START Dataset
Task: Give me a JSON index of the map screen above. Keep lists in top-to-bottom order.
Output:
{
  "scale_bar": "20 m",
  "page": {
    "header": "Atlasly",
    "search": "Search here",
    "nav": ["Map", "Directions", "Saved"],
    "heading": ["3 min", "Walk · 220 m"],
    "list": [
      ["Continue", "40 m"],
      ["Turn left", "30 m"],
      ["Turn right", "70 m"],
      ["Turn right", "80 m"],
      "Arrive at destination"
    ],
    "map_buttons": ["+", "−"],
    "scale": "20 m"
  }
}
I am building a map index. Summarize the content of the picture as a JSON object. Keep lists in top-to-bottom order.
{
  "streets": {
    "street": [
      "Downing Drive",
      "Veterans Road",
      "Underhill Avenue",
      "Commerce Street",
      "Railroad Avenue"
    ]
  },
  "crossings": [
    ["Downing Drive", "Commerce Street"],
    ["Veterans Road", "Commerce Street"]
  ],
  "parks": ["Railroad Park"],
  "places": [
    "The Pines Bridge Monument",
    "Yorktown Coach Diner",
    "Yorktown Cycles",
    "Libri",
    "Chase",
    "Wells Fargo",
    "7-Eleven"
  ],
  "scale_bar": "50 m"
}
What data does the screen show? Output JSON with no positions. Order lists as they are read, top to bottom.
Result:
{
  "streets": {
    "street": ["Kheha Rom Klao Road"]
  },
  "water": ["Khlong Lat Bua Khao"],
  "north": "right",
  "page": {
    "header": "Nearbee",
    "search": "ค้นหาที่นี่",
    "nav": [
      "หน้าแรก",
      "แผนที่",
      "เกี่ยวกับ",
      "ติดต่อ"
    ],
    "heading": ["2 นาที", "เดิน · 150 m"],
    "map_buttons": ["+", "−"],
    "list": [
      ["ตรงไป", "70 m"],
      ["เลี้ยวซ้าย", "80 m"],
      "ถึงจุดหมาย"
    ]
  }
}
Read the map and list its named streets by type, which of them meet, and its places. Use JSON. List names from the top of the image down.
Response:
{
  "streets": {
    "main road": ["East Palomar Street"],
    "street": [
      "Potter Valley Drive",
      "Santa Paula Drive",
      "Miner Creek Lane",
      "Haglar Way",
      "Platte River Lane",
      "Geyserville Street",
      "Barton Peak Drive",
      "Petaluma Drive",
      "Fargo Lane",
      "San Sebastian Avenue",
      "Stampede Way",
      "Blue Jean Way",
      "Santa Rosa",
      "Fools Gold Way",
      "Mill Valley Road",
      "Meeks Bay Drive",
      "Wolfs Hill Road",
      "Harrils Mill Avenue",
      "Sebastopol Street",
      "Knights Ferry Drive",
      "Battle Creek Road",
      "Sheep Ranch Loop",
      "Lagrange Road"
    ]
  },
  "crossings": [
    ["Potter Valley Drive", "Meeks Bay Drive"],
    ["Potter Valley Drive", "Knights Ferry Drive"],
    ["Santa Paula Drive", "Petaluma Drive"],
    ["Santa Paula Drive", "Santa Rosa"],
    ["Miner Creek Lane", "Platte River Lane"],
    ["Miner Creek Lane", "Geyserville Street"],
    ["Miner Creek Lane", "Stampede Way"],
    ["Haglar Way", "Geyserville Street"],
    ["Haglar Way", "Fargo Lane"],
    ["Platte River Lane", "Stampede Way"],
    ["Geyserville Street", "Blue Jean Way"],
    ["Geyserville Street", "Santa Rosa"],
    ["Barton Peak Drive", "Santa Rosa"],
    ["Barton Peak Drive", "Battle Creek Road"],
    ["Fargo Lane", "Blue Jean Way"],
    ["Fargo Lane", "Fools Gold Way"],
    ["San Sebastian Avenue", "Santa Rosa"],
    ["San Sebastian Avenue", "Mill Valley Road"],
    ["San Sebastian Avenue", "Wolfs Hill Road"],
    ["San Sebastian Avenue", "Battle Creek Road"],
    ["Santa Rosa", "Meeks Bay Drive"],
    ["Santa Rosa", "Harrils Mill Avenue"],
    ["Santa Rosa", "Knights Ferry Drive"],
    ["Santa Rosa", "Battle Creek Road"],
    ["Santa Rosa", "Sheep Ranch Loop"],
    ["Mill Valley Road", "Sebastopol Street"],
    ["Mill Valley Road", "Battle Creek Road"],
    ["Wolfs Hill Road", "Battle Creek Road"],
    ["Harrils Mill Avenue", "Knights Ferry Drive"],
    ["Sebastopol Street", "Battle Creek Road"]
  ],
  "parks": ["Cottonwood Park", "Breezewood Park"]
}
END Dataset
▶ Your instructions
What is wanted is an exact copy of the data.

▶ Response box
Task: Give me a JSON index of the map screen above. Keep lists in top-to-bottom order.
Output:
{
  "scale_bar": "20 m",
  "page": {
    "header": "Atlasly",
    "search": "Search here",
    "nav": ["Map", "Directions", "Saved"],
    "heading": ["3 min", "Walk · 220 m"],
    "list": [
      ["Continue", "40 m"],
      ["Turn left", "30 m"],
      ["Turn right", "70 m"],
      ["Turn right", "80 m"],
      "Arrive at destination"
    ],
    "map_buttons": ["+", "−"],
    "scale": "20 m"
  }
}
I am building a map index. Summarize the content of the picture as a JSON object. Keep lists in top-to-bottom order.
{
  "streets": {
    "street": [
      "Downing Drive",
      "Veterans Road",
      "Underhill Avenue",
      "Commerce Street",
      "Railroad Avenue"
    ]
  },
  "crossings": [
    ["Downing Drive", "Commerce Street"],
    ["Veterans Road", "Commerce Street"]
  ],
  "parks": ["Railroad Park"],
  "places": [
    "The Pines Bridge Monument",
    "Yorktown Coach Diner",
    "Yorktown Cycles",
    "Libri",
    "Chase",
    "Wells Fargo",
    "7-Eleven"
  ],
  "scale_bar": "50 m"
}
What data does the screen show? Output JSON with no positions. Order lists as they are read, top to bottom.
Result:
{
  "streets": {
    "street": ["Kheha Rom Klao Road"]
  },
  "water": ["Khlong Lat Bua Khao"],
  "north": "right",
  "page": {
    "header": "Nearbee",
    "search": "ค้นหาที่นี่",
    "nav": [
      "หน้าแรก",
      "แผนที่",
      "เกี่ยวกับ",
      "ติดต่อ"
    ],
    "heading": ["2 นาที", "เดิน · 150 m"],
    "map_buttons": ["+", "−"],
    "list": [
      ["ตรงไป", "70 m"],
      ["เลี้ยวซ้าย", "80 m"],
      "ถึงจุดหมาย"
    ]
  }
}
Read the map and list its named streets by type, which of them meet, and its places. Use JSON. List names from the top of the image down.
Response:
{
  "streets": {
    "main road": ["East Palomar Street"],
    "street": [
      "Potter Valley Drive",
      "Santa Paula Drive",
      "Miner Creek Lane",
      "Haglar Way",
      "Platte River Lane",
      "Geyserville Street",
      "Barton Peak Drive",
      "Petaluma Drive",
      "Fargo Lane",
      "San Sebastian Avenue",
      "Stampede Way",
      "Blue Jean Way",
      "Santa Rosa",
      "Fools Gold Way",
      "Mill Valley Road",
      "Meeks Bay Drive",
      "Wolfs Hill Road",
      "Harrils Mill Avenue",
      "Sebastopol Street",
      "Knights Ferry Drive",
      "Battle Creek Road",
      "Sheep Ranch Loop",
      "Lagrange Road"
    ]
  },
  "crossings": [
    ["Potter Valley Drive", "Meeks Bay Drive"],
    ["Potter Valley Drive", "Knights Ferry Drive"],
    ["Santa Paula Drive", "Petaluma Drive"],
    ["Santa Paula Drive", "Santa Rosa"],
    ["Miner Creek Lane", "Platte River Lane"],
    ["Miner Creek Lane", "Geyserville Street"],
    ["Miner Creek Lane", "Stampede Way"],
    ["Haglar Way", "Geyserville Street"],
    ["Haglar Way", "Fargo Lane"],
    ["Platte River Lane", "Stampede Way"],
    ["Geyserville Street", "Blue Jean Way"],
    ["Geyserville Street", "Santa Rosa"],
    ["Barton Peak Drive", "Santa Rosa"],
    ["Barton Peak Drive", "Battle Creek Road"],
    ["Fargo Lane", "Blue Jean Way"],
    ["Fargo Lane", "Fools Gold Way"],
    ["San Sebastian Avenue", "Santa Rosa"],
    ["San Sebastian Avenue", "Mill Valley Road"],
    ["San Sebastian Avenue", "Wolfs Hill Road"],
    ["San Sebastian Avenue", "Battle Creek Road"],
    ["Santa Rosa", "Meeks Bay Drive"],
    ["Santa Rosa", "Harrils Mill Avenue"],
    ["Santa Rosa", "Knights Ferry Drive"],
    ["Santa Rosa", "Battle Creek Road"],
    ["Santa Rosa", "Sheep Ranch Loop"],
    ["Mill Valley Road", "Sebastopol Street"],
    ["Mill Valley Road", "Battle Creek Road"],
    ["Wolfs Hill Road", "Battle Creek Road"],
    ["Harrils Mill Avenue", "Knights Ferry Drive"],
    ["Sebastopol Street", "Battle Creek Road"]
  ],
  "parks": ["Cottonwood Park", "Breezewood Park"]
}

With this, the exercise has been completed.